Furthermore, we assessed the knowledge of the respondents concerning echinococcosis and toxocariasis. Total scores can range from 0 to 15, with higher scores indicating a higher degree of knowledge. Overall, participants had a middle level of consciousness of these two helminthic zoonoses (mean score ± SD; 8.11 ± 3.18). The zoonotic disease knowledge score did not differ between pet and non-pet owners (Table 2). It is worth noting that unifactorial analysis revealed that people who graduated from University or College presented higher levels of awareness of helminthic zoonoses compared with those who graduated from High school. All other variables (including ownership) did not affect the dependent variable (Table 2).
In Table 3, we report the answers of the participants, most of which were used for calculating the mean zoonotic disease knowledge score (please see the appendix provided as Supplementary Material). Most of the respondents answered correctly that consumption of raw/uncooked food from pets enhances the probability of infection (75%). Eighty-three of the participants (44.9%) knew that immunosuppressed people are more vulnerable to zoonoses, while 78 of them (42%) reported that they did not know the right answer. More than a half of the participants declared ignorance when asked whether the inhabitants of the Mediterranean region have an increased risk of echinococcosis and the same answer’s rate was also high when they were asked about the appropriate treatment for echinococcosis and toxocariasis (37% and 50%, respectively). In addition, 65.4% of the respondents think that the risk of transmission for these zoonoses is raised after contact with soil in areas accessible to dogs/cats. Approximately one-third out of a total of 101 pet owners claimed that they deworm their pet(s) every 6 months. Regarding the questions enquiring specifically about the transmission, high risk age group, and affected organs from the zoonoses, there was a great percentage that reported unfamiliarity for both zoonoses, with that choice gathering the highest rate in many of them (Table 3).
Subsequently, we assessed the level of awareness regarding echinococcosis and/or toxocariasis transmission and prevention (Table 4).
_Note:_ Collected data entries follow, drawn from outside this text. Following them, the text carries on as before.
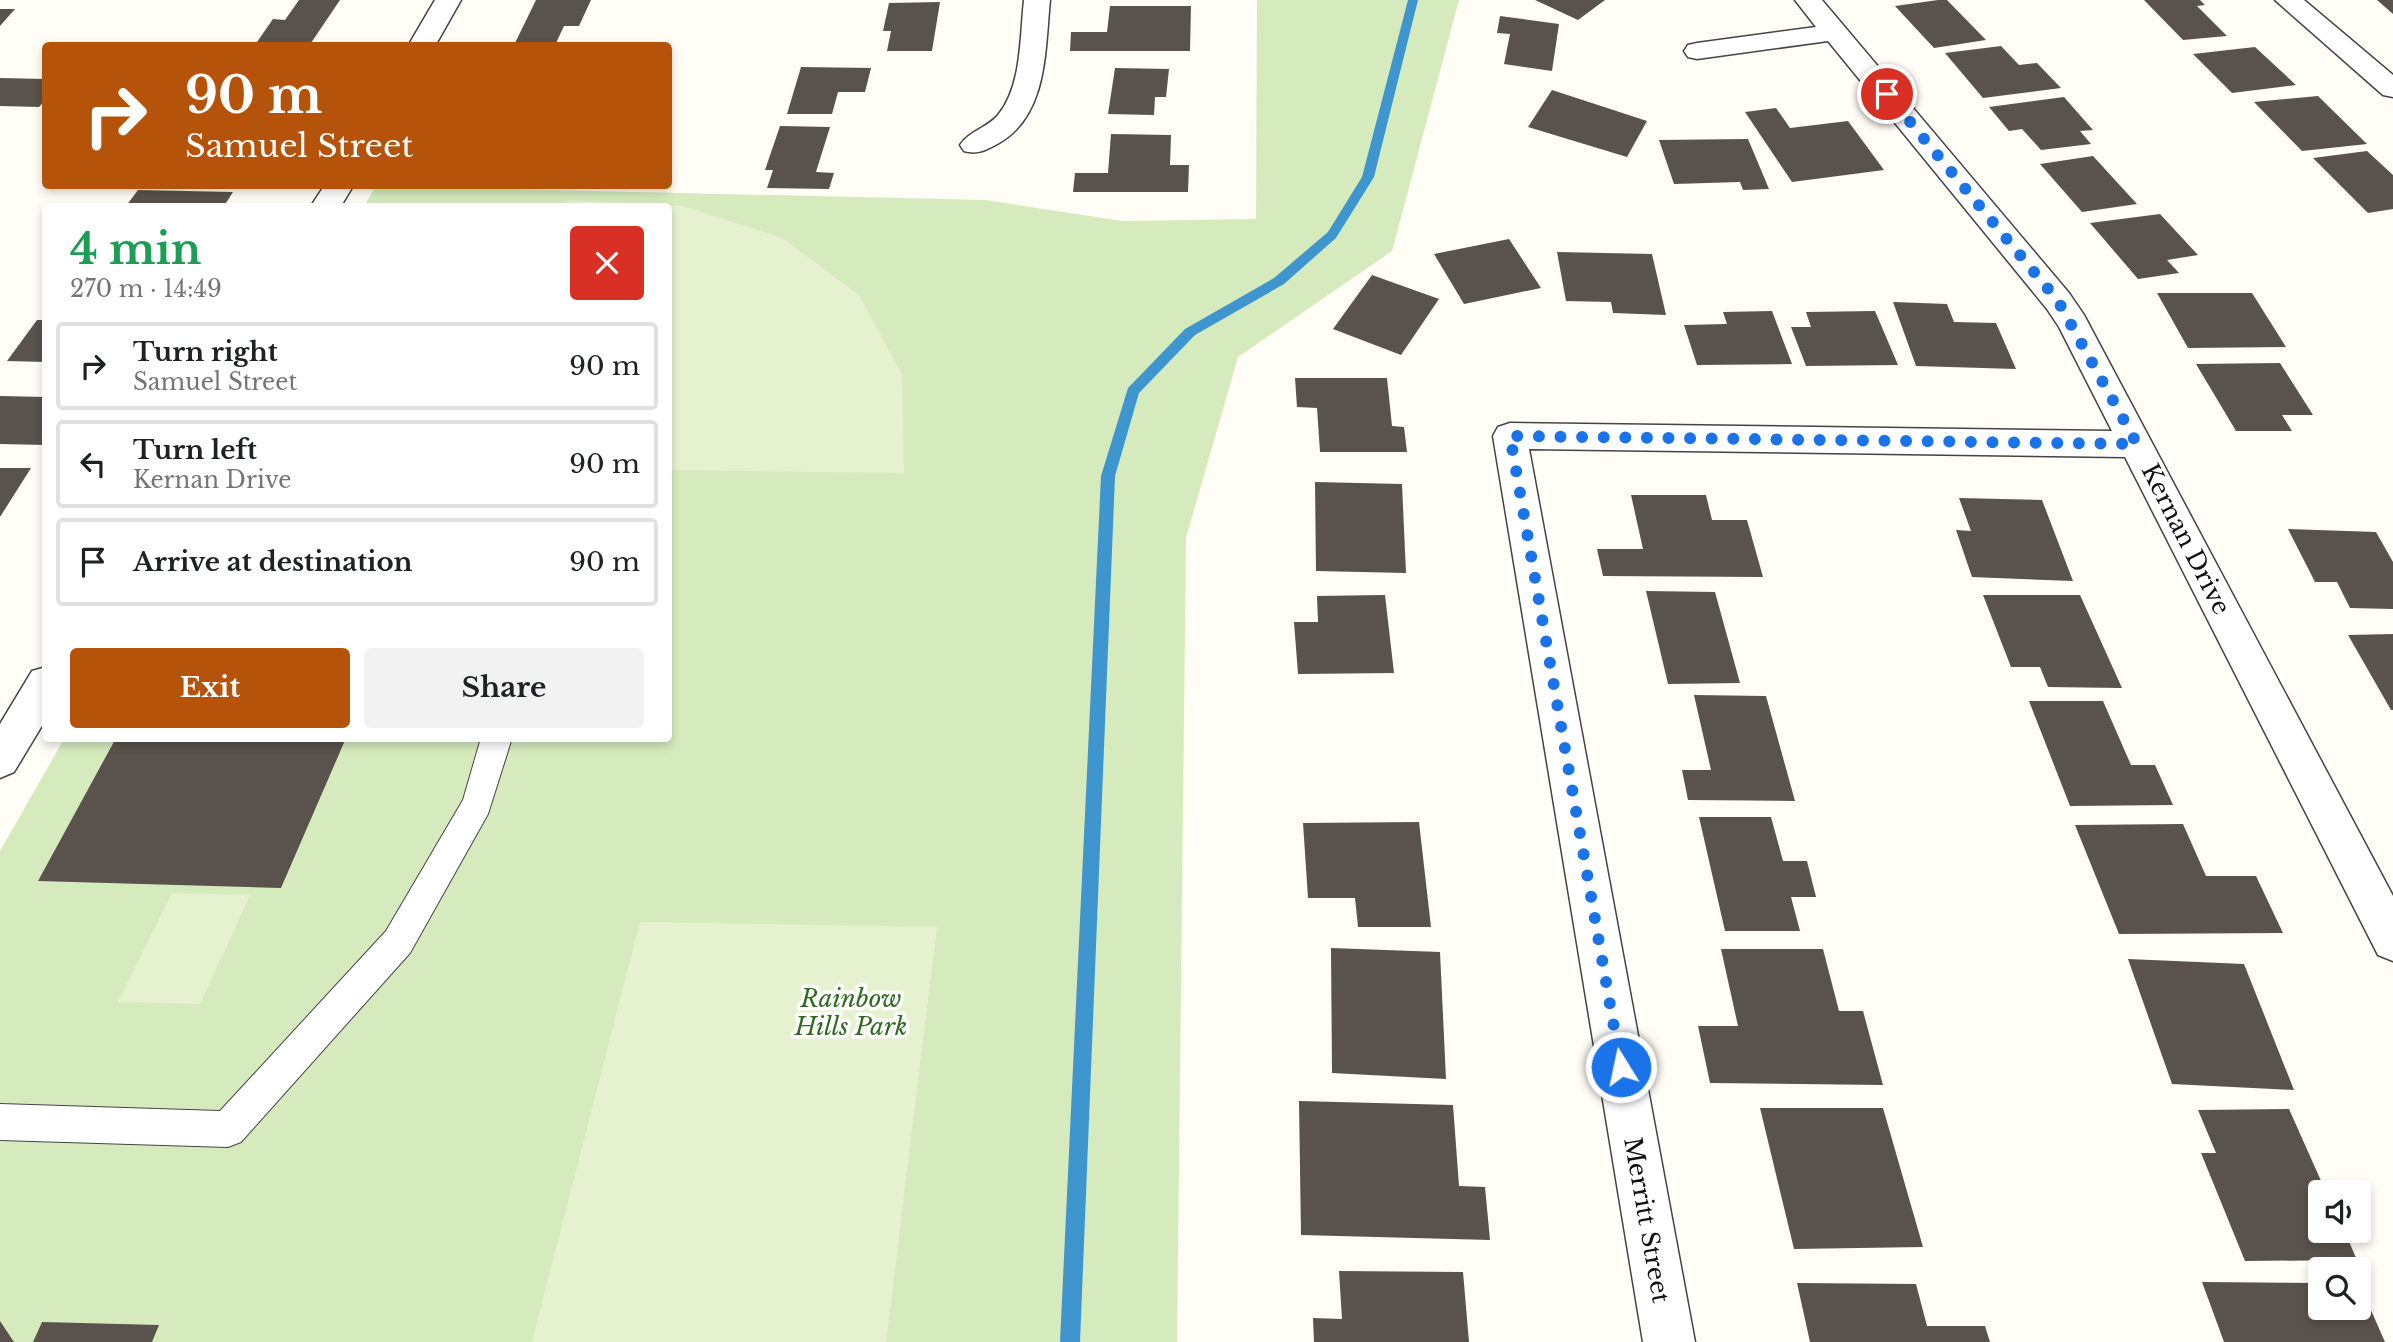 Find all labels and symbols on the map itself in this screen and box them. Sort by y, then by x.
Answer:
pin [1857,64,1917,124]
street label: Kernan Drive [2136,459,2236,619]
park label: Rainbow Hills Park [794,984,907,1041]
position arrow [1584,1030,1658,1104]
street label: Merritt Street [1618,1135,1676,1305] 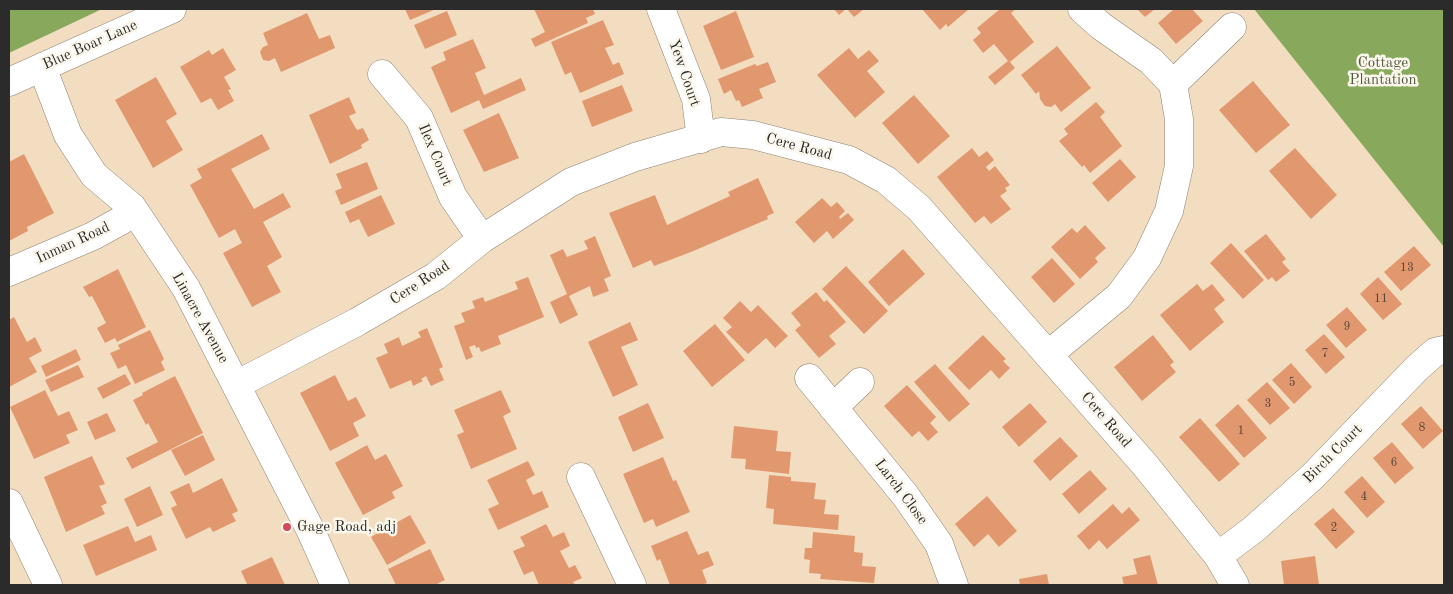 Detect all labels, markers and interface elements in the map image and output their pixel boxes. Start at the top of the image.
street label: Blue Boar Lane [40,16,140,74]
street label: Yew Court [664,37,704,109]
park label: Cottage Plantation [1349,54,1417,89]
street label: Ilex Court [414,121,456,189]
street label: Cere Road [764,130,834,164]
street label: Inman Road [33,218,113,268]
street label: Cere Road [387,257,453,309]
house number: 13 [1400,261,1414,275]
street label: Linacre Avenue [168,269,232,367]
house number: 11 [1374,292,1388,306]
house number: 9 [1344,320,1350,334]
house number: 7 [1322,347,1328,361]
house number: 5 [1289,376,1295,390]
street label: Cere Road [1077,389,1135,451]
house number: 3 [1265,397,1271,411]
street label: Birch Court [1300,421,1366,487]
house number: 8 [1419,421,1425,435]
house number: 1 [1238,424,1244,438]
street label: Larch Close [871,456,931,528]
house number: 6 [1391,456,1397,470]
house number: 4 [1361,490,1367,504]
place label: Gage Road, adj [297,518,396,536]
marker: Gage Road, adj [281,521,293,533]
house number: 2 [1331,521,1337,535] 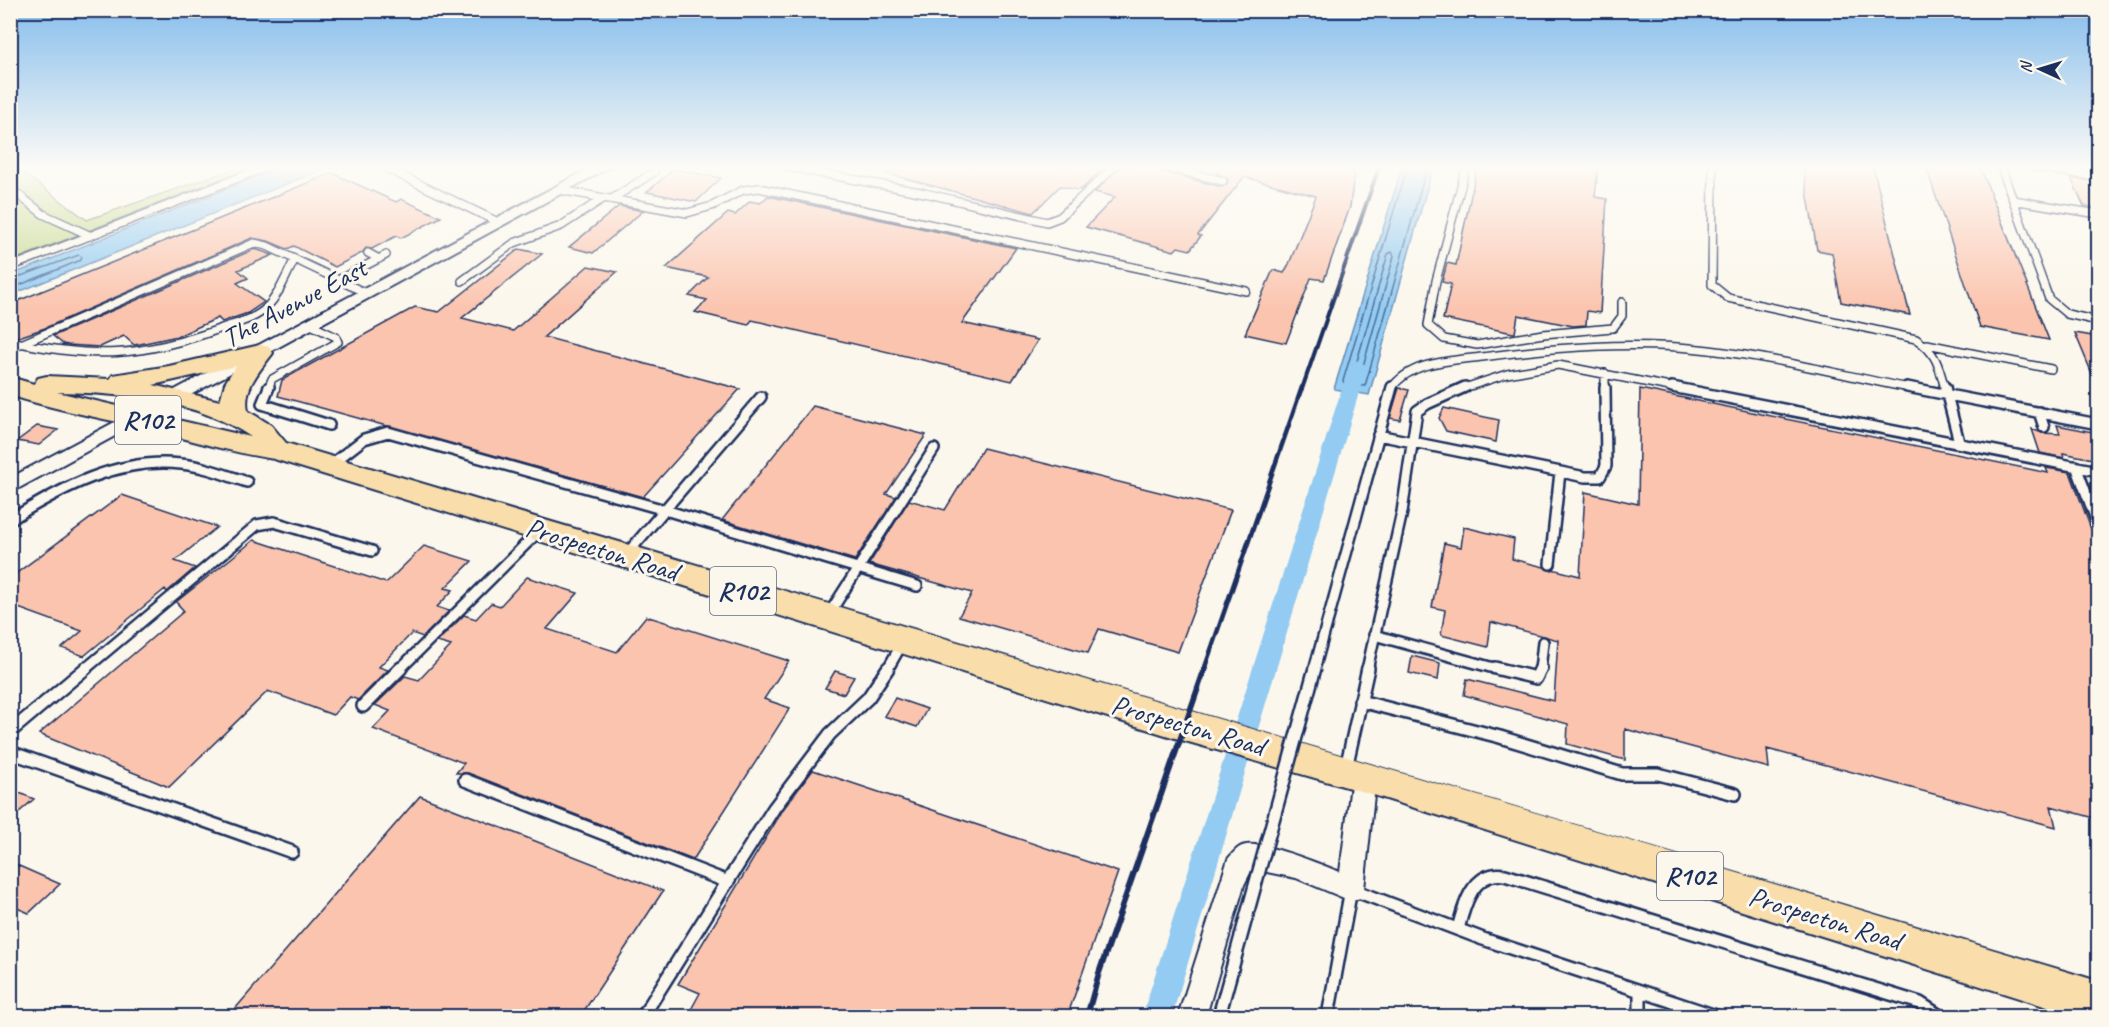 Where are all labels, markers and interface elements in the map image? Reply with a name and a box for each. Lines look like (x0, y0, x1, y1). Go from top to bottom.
north arrow (2010, 39, 2070, 99)
text: N (2016, 59, 2037, 74)
street label: The Avenue East (216, 249, 375, 356)
road number: R102 (115, 396, 181, 444)
street label: Prospecton Road (522, 509, 686, 590)
road number: R102 (710, 567, 776, 615)
street label: Prospecton Road (1107, 686, 1272, 765)
road number: R102 (1657, 852, 1723, 900)
street label: Prospecton Road (1745, 878, 1909, 959) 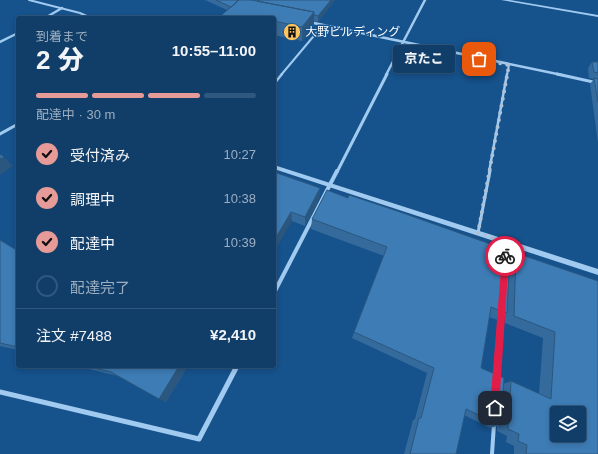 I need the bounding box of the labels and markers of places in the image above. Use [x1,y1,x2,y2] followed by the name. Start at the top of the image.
[282,22,302,42] building icon: 大野ビルディング
[305,25,400,39] place label: 大野ビルディング
[462,42,496,76] pin
[393,45,455,73] callout: 京たこ
[478,391,512,425] pin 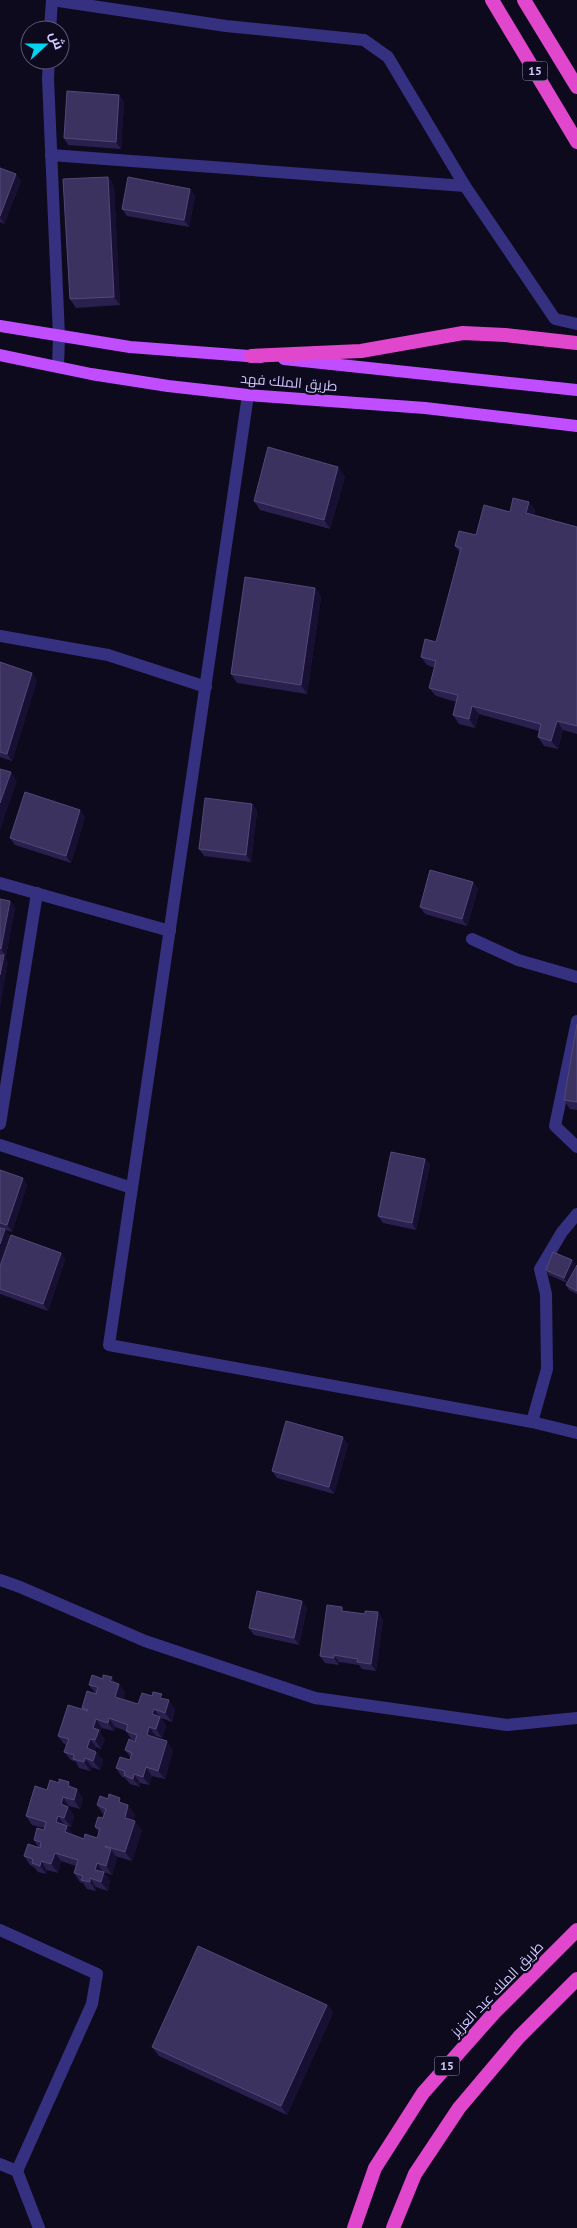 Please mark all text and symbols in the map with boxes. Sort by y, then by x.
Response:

The two most common ways of transmission of the zoonoses, i.e., consumption of contaminated food/water and through the fecal–oral route, were the ones that marked the lowest rates of correct answers (Table 4). Importantly, the level of awareness regarding transmission was similar between pet and non-pet owners (Table 4). On the contrary, high rates of correct answers about precautions were noted, with exception of the answer for the vaccination of pets, where participants provided the wrong answer, meaning that vaccination of pets is a way that can be used for prevention (Table 4).
The percentages of correct answers regarding the zoonotic disease knowledge and animal contact-related attitudes of respondents are shown in Table 5. Despite the fact that there were no statistically significant differences among pet and non-pet owners, it is important to highlight the very low rates of correct answers in the majority of these questions. Finally, no statistically significant results were found in the responses of pet owners in relation to the pet’s place of residence (inside, outside or mixed) (Supplementary Table S2).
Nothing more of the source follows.